TASK INSTRUCTIONS
Retyping the entries exactly is all that is required.

DATASET EXCERPTS section start

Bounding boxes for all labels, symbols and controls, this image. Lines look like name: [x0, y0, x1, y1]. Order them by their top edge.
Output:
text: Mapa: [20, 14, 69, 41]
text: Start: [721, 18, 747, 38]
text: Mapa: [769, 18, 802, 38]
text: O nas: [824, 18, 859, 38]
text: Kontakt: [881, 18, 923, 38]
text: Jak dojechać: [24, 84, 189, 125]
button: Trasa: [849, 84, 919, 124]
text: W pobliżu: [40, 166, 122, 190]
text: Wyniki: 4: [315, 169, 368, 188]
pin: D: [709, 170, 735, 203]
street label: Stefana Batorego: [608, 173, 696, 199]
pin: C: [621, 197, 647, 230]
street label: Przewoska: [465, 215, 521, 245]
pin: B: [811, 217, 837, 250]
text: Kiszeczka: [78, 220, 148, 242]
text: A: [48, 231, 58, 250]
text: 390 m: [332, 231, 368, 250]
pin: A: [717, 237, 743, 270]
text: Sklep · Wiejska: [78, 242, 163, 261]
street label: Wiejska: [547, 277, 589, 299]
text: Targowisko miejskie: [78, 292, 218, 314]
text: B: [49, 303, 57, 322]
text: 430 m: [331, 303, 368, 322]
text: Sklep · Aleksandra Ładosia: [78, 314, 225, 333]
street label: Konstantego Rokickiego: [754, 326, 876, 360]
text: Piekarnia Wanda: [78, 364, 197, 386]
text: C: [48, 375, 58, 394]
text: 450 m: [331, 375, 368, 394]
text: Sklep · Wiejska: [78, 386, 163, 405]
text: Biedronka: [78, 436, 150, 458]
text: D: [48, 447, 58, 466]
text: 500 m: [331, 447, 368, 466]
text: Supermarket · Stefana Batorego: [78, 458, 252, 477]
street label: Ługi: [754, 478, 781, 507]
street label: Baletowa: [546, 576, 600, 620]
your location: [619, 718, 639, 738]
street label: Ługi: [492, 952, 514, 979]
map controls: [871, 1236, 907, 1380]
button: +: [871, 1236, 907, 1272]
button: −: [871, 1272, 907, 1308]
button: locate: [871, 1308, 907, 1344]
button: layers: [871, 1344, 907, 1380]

DATASET EXCERPTS section end

EXERCISE RESULT
Bounding boxes for all labels, symbols and controls, this image. Lines look like name: [x0, y0, x1, y1]. Order them by their top edge.
Output:
text: Mapa: [20, 14, 69, 41]
text: Start: [721, 18, 747, 38]
text: Mapa: [769, 18, 802, 38]
text: O nas: [824, 18, 859, 38]
text: Kontakt: [881, 18, 923, 38]
text: Jak dojechać: [24, 84, 189, 125]
button: Trasa: [849, 84, 919, 124]
text: W pobliżu: [40, 166, 122, 190]
text: Wyniki: 4: [315, 169, 368, 188]
pin: D: [709, 170, 735, 203]
street label: Stefana Batorego: [608, 173, 696, 199]
pin: C: [621, 197, 647, 230]
street label: Przewoska: [465, 215, 521, 245]
pin: B: [811, 217, 837, 250]
text: Kiszeczka: [78, 220, 148, 242]
text: A: [48, 231, 58, 250]
text: 390 m: [332, 231, 368, 250]
pin: A: [717, 237, 743, 270]
text: Sklep · Wiejska: [78, 242, 163, 261]
street label: Wiejska: [547, 277, 589, 299]
text: Targowisko miejskie: [78, 292, 218, 314]
text: B: [49, 303, 57, 322]
text: 430 m: [331, 303, 368, 322]
text: Sklep · Aleksandra Ładosia: [78, 314, 225, 333]
street label: Konstantego Rokickiego: [754, 326, 876, 360]
text: Piekarnia Wanda: [78, 364, 197, 386]
text: C: [48, 375, 58, 394]
text: 450 m: [331, 375, 368, 394]
text: Sklep · Wiejska: [78, 386, 163, 405]
text: Biedronka: [78, 436, 150, 458]
text: D: [48, 447, 58, 466]
text: 500 m: [331, 447, 368, 466]
text: Supermarket · Stefana Batorego: [78, 458, 252, 477]
street label: Ługi: [754, 478, 781, 507]
street label: Baletowa: [546, 576, 600, 620]
your location: [619, 718, 639, 738]
street label: Ługi: [492, 952, 514, 979]
map controls: [871, 1236, 907, 1380]
button: +: [871, 1236, 907, 1272]
button: −: [871, 1272, 907, 1308]
button: locate: [871, 1308, 907, 1344]
button: layers: [871, 1344, 907, 1380]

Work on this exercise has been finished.